→ Task statement
Among the entries that follow, the required portion opens with the line containing "M466 301 482 304 475 338 460 335Z" and closes with the line containing "M538 593 572". Give that portion again exactly, and nothing else.

→ Records for this task
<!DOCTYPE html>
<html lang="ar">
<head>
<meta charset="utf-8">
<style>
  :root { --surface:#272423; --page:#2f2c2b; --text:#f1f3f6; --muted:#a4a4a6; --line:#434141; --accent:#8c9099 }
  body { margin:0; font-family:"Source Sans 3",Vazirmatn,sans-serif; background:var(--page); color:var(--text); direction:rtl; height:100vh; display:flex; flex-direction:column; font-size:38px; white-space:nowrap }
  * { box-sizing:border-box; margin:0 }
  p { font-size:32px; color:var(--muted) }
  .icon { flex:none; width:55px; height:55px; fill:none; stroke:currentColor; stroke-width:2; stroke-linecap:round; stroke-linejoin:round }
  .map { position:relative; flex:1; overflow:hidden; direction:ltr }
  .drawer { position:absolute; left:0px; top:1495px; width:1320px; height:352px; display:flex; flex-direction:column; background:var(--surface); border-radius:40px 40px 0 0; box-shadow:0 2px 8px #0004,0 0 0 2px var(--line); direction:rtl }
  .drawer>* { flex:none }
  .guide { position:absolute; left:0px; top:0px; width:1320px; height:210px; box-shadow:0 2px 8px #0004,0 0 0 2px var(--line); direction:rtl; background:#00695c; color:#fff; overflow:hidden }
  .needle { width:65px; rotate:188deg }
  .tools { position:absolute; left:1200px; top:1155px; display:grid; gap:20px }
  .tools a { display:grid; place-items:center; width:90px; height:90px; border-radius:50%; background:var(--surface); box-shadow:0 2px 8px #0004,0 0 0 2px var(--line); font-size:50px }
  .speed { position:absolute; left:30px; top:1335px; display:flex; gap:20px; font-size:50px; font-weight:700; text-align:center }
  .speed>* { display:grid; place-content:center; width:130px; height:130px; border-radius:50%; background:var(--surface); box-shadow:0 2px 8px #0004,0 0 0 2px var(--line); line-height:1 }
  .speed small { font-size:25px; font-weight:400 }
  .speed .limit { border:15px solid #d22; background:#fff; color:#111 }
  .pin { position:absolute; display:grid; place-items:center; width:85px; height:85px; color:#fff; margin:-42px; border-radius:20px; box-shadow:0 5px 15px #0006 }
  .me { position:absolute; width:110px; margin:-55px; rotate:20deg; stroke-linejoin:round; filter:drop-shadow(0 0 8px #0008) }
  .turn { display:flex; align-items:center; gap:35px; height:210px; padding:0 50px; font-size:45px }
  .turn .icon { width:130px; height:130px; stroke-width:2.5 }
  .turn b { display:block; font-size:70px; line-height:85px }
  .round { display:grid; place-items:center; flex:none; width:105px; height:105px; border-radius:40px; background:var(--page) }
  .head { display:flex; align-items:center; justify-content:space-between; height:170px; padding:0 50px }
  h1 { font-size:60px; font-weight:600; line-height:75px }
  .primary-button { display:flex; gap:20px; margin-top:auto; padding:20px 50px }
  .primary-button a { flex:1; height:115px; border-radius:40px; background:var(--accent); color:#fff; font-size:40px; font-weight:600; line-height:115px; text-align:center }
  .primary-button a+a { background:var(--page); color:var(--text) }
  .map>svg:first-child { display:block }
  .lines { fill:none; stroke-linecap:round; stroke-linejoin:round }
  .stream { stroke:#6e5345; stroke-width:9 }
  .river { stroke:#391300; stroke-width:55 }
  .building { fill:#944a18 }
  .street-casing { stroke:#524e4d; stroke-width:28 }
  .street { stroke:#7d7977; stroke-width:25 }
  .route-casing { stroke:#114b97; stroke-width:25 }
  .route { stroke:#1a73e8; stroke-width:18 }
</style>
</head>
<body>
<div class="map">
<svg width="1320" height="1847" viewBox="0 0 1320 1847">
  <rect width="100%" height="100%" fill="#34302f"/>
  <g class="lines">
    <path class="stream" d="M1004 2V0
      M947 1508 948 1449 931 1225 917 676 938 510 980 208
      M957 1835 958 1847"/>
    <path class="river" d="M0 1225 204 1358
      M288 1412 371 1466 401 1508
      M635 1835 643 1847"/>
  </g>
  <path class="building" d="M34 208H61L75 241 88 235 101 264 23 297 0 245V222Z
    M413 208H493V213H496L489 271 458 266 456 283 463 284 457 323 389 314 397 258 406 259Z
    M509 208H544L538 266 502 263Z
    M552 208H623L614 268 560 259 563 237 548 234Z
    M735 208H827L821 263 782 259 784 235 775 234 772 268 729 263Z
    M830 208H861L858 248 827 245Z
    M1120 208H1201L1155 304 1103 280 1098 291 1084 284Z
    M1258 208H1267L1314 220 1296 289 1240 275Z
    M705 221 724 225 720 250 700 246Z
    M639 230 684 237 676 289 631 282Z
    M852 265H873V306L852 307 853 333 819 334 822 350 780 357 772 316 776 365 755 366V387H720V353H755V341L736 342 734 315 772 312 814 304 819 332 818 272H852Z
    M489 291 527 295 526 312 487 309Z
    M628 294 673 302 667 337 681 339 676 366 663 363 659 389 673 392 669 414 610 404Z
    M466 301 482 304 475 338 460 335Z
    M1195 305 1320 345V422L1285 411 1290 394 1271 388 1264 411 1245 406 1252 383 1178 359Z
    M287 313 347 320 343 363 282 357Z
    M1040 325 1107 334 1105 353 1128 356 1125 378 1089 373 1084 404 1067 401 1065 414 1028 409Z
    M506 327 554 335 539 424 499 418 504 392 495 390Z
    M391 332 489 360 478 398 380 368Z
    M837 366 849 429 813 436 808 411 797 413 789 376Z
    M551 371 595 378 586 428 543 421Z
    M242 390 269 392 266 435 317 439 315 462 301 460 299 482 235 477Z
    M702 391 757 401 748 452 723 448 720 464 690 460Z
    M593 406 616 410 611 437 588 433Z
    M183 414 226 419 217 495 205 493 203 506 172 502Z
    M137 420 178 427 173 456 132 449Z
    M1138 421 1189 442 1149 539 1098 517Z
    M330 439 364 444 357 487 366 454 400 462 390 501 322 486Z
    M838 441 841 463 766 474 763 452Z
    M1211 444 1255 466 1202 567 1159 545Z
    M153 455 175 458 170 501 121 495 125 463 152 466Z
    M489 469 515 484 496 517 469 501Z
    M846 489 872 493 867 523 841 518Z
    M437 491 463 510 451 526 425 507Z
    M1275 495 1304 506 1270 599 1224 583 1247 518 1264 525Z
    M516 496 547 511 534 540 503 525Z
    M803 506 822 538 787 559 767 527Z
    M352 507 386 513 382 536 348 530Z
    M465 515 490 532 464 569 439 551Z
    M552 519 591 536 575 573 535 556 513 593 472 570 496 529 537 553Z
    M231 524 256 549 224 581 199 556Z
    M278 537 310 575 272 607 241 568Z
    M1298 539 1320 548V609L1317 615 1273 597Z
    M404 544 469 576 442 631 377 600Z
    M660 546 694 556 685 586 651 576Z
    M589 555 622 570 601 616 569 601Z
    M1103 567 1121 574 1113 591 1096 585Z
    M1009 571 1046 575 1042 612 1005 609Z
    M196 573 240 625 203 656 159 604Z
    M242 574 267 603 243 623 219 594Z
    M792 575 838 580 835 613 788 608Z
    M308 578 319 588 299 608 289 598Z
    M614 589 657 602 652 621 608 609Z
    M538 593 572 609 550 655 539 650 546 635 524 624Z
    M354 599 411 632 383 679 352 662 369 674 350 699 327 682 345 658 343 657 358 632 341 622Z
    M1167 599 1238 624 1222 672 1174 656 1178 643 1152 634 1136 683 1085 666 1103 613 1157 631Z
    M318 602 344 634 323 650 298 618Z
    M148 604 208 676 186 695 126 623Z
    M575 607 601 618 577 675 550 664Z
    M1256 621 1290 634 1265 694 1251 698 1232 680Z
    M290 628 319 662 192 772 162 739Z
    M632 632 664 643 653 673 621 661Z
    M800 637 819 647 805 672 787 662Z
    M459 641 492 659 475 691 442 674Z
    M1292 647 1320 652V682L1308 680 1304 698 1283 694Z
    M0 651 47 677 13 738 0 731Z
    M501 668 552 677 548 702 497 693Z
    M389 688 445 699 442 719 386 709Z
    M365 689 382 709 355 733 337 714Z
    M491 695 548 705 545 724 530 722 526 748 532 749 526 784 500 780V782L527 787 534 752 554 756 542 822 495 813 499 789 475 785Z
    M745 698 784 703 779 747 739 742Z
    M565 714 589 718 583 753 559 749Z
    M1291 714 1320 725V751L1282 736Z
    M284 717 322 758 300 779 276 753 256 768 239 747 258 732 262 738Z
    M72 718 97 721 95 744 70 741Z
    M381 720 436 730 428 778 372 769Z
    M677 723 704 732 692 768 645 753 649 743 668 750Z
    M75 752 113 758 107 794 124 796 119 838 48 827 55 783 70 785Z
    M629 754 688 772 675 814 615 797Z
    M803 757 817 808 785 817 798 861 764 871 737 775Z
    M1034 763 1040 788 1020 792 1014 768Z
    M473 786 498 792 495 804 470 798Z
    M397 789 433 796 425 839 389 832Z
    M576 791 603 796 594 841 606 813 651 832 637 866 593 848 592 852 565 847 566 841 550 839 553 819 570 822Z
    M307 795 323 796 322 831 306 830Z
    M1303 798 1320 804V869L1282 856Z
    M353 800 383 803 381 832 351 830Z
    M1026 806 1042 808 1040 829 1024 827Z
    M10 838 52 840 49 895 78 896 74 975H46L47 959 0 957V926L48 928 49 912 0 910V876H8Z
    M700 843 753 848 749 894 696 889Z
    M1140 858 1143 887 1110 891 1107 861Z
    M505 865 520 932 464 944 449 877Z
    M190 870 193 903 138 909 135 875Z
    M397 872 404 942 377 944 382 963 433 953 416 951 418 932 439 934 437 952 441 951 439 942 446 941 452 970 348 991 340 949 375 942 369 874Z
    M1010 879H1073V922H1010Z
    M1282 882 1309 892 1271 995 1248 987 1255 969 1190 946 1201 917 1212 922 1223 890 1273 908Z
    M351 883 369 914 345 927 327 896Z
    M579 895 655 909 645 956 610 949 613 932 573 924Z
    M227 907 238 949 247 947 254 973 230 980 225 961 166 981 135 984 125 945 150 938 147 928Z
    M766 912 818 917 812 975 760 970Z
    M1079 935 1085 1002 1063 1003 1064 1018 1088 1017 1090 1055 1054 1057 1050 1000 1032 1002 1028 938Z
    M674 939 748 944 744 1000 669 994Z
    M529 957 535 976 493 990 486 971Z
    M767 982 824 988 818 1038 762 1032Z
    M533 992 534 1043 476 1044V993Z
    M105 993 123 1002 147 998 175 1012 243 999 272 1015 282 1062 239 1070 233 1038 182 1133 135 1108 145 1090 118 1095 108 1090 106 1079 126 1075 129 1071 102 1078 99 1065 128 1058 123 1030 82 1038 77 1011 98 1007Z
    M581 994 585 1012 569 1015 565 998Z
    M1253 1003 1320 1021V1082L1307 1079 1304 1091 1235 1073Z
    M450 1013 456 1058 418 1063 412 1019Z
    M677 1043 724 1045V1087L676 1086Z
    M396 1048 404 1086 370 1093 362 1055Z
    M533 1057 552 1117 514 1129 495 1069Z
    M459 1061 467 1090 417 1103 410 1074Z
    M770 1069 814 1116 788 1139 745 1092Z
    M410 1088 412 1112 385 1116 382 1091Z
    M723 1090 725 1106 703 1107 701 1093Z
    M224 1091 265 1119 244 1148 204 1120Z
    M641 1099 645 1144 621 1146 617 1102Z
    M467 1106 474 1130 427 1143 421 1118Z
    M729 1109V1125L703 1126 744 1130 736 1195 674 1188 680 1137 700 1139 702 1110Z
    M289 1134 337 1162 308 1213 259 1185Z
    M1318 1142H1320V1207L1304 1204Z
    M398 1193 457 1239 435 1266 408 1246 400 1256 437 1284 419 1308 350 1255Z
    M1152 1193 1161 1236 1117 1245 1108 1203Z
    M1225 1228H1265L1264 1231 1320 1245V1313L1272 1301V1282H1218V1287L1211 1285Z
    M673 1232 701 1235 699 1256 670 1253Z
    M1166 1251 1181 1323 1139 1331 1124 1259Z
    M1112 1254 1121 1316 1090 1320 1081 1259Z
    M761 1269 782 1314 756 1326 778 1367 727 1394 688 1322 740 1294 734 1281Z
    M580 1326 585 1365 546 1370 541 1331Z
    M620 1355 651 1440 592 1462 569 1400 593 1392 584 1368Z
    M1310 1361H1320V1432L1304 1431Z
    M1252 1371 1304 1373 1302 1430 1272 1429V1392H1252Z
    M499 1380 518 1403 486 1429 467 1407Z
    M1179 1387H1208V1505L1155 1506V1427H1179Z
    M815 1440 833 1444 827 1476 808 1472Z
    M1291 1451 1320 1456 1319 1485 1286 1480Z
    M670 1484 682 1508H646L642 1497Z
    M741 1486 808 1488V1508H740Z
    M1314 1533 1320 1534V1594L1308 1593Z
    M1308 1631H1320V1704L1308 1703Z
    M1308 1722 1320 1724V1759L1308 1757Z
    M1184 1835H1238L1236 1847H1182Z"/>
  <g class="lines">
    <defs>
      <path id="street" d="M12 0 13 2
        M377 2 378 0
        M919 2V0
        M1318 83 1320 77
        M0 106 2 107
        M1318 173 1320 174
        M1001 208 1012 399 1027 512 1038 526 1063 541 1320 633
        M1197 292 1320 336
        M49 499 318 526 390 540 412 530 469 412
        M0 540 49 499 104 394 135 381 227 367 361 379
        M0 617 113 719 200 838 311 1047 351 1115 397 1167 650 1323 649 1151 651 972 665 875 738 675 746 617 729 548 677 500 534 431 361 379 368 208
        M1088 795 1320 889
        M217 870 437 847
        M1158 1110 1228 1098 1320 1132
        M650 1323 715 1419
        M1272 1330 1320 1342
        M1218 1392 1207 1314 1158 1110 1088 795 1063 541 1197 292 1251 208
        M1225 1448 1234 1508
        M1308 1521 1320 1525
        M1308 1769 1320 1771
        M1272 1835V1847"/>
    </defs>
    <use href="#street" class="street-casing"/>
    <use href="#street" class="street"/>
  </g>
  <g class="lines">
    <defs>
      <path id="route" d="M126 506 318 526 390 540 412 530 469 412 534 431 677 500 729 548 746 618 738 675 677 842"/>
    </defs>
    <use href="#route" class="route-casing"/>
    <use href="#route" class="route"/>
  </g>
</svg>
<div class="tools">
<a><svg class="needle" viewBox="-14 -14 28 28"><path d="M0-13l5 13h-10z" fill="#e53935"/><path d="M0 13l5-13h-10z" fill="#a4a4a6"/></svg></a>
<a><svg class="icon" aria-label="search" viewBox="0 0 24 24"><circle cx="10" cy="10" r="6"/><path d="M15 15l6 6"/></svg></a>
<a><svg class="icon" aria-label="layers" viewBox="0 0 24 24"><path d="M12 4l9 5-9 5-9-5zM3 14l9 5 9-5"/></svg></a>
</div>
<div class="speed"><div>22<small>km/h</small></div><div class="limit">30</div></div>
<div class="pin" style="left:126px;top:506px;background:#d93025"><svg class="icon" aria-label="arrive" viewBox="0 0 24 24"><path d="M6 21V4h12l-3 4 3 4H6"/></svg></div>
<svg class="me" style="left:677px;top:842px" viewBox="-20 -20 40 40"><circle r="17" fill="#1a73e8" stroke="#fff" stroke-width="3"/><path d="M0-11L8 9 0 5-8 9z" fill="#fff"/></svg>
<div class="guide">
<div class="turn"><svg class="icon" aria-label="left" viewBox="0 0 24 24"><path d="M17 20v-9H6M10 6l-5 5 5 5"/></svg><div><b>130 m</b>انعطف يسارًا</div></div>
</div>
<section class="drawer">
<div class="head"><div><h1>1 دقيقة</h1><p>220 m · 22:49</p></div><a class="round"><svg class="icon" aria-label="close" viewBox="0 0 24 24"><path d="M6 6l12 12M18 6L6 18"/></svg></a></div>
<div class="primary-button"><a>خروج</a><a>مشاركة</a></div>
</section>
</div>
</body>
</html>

→ Worked solution
    M466 301 482 304 475 338 460 335Z
    M1195 305 1320 345V422L1285 411 1290 394 1271 388 1264 411 1245 406 1252 383 1178 359Z
    M287 313 347 320 343 363 282 357Z
    M1040 325 1107 334 1105 353 1128 356 1125 378 1089 373 1084 404 1067 401 1065 414 1028 409Z
    M506 327 554 335 539 424 499 418 504 392 495 390Z
    M391 332 489 360 478 398 380 368Z
    M837 366 849 429 813 436 808 411 797 413 789 376Z
    M551 371 595 378 586 428 543 421Z
    M242 390 269 392 266 435 317 439 315 462 301 460 299 482 235 477Z
    M702 391 757 401 748 452 723 448 720 464 690 460Z
    M593 406 616 410 611 437 588 433Z
    M183 414 226 419 217 495 205 493 203 506 172 502Z
    M137 420 178 427 173 456 132 449Z
    M1138 421 1189 442 1149 539 1098 517Z
    M330 439 364 444 357 487 366 454 400 462 390 501 322 486Z
    M838 441 841 463 766 474 763 452Z
    M1211 444 1255 466 1202 567 1159 545Z
    M153 455 175 458 170 501 121 495 125 463 152 466Z
    M489 469 515 484 496 517 469 501Z
    M846 489 872 493 867 523 841 518Z
    M437 491 463 510 451 526 425 507Z
    M1275 495 1304 506 1270 599 1224 583 1247 518 1264 525Z
    M516 496 547 511 534 540 503 525Z
    M803 506 822 538 787 559 767 527Z
    M352 507 386 513 382 536 348 530Z
    M465 515 490 532 464 569 439 551Z
    M552 519 591 536 575 573 535 556 513 593 472 570 496 529 537 553Z
    M231 524 256 549 224 581 199 556Z
    M278 537 310 575 272 607 241 568Z
    M1298 539 1320 548V609L1317 615 1273 597Z
    M404 544 469 576 442 631 377 600Z
    M660 546 694 556 685 586 651 576Z
    M589 555 622 570 601 616 569 601Z
    M1103 567 1121 574 1113 591 1096 585Z
    M1009 571 1046 575 1042 612 1005 609Z
    M196 573 240 625 203 656 159 604Z
    M242 574 267 603 243 623 219 594Z
    M792 575 838 580 835 613 788 608Z
    M308 578 319 588 299 608 289 598Z
    M614 589 657 602 652 621 608 609Z
    M538 593 572 609 550 655 539 650 546 635 524 624Z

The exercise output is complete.